Did you know that, for example, Lumia smartphones can be 100% recycled? And that more than 90% of the materials that make up all mobile phones can be reused?



As you could understand from the video above, mobile devices contain a lot of valuable materials, for example, metals such as copper, gold, zinc, beryllium. These metals can be recycled and used again in the production of electronics, or in the automotive industry, and maybe even the jewelry industry.

Of course, the plastic does not stand aside. It is generally the most easily recyclable material. Even battery components are reused - for the production of new batteries.

A vivid example: in the course of this last year’s experiment, which you could watch on video, from 43 old devices assembled in a house alone, more than 800 g of plastic, 600 g of iron, about 400 g of copper, 300 g of aluminum, about 160 g of magnesium, 340 g of lithium, and also some gold - 1.4 g. As the calculations showed, reusing the extracted materials from 43 mobile phones, you can get 17.5 brand new Lumia smartphones.

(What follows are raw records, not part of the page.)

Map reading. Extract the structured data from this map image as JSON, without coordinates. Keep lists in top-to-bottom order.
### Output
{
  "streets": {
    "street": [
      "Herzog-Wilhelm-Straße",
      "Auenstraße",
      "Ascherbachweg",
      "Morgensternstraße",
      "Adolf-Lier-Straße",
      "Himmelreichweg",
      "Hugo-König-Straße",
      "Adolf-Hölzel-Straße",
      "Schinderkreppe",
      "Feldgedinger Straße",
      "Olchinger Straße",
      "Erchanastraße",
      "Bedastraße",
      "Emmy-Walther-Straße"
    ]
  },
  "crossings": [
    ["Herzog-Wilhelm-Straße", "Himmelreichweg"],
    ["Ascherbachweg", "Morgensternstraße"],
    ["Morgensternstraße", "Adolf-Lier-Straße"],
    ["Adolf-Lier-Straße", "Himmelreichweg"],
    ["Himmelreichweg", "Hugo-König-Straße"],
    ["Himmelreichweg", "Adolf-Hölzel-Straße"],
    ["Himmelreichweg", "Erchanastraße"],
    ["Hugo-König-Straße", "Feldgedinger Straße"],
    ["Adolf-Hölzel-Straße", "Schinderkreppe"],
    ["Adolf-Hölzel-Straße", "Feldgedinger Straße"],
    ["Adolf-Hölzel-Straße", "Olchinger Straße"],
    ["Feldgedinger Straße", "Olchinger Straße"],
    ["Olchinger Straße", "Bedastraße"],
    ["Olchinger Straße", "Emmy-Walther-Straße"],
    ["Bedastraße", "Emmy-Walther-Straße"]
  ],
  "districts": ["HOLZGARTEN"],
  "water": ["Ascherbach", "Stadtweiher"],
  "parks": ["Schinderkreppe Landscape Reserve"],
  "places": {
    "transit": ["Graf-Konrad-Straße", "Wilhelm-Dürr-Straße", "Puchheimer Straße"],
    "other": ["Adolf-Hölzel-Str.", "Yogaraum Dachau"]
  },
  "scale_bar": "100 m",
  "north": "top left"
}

Thus, the reuse of materials not only helps to preserve natural resources, but also reduces energy costs for their extraction and primary processing. Those. solid pluses. Things are easy - to give their old devices for recycling.

Everything is quite simple - you just need to find the nearest recycling point. They collect all the unnecessary equipment and take it to processing plants, where it is crushed in special millstones to fragments that are barely larger than the size of the coffee bean. With the help of various filtration technologies, materials for recycling are separated from these grains. And toxic waste is disposed of at special landfills in accordance with the requirements for their disposal.

For example, some of the authorized Microsoft Lumia service centers will gladly accept your life battered, and, unfortunately, mobile friend you no longer need. Addresses of centers in your city can be found at this link .

If your old “device” does not carry the proud banner of Nokia / Microsoft, before going to the center mentioned above, we recommend making a test call in order to clarify all the details of the device reception. Alternatively, you can use the map of the Second Life Recycling Facilities from Greenpeace Russia.

Moreover, you can do recycling to their advantage. Network retailers like Eldorado are ready to accept your old device in exchange for discounts in their own stores. Good motivation, yes?

A similar program (albeit without discounts) is also available for MVideo . Despite the fact that such actions have dates, as long as they are permanent.

Alternative


But, what if your old device is working properly and has not yet lost external gloss? Or are you afraid to even imagine how big metal incisors will tear the once beloved phone into pieces? B-rr-r.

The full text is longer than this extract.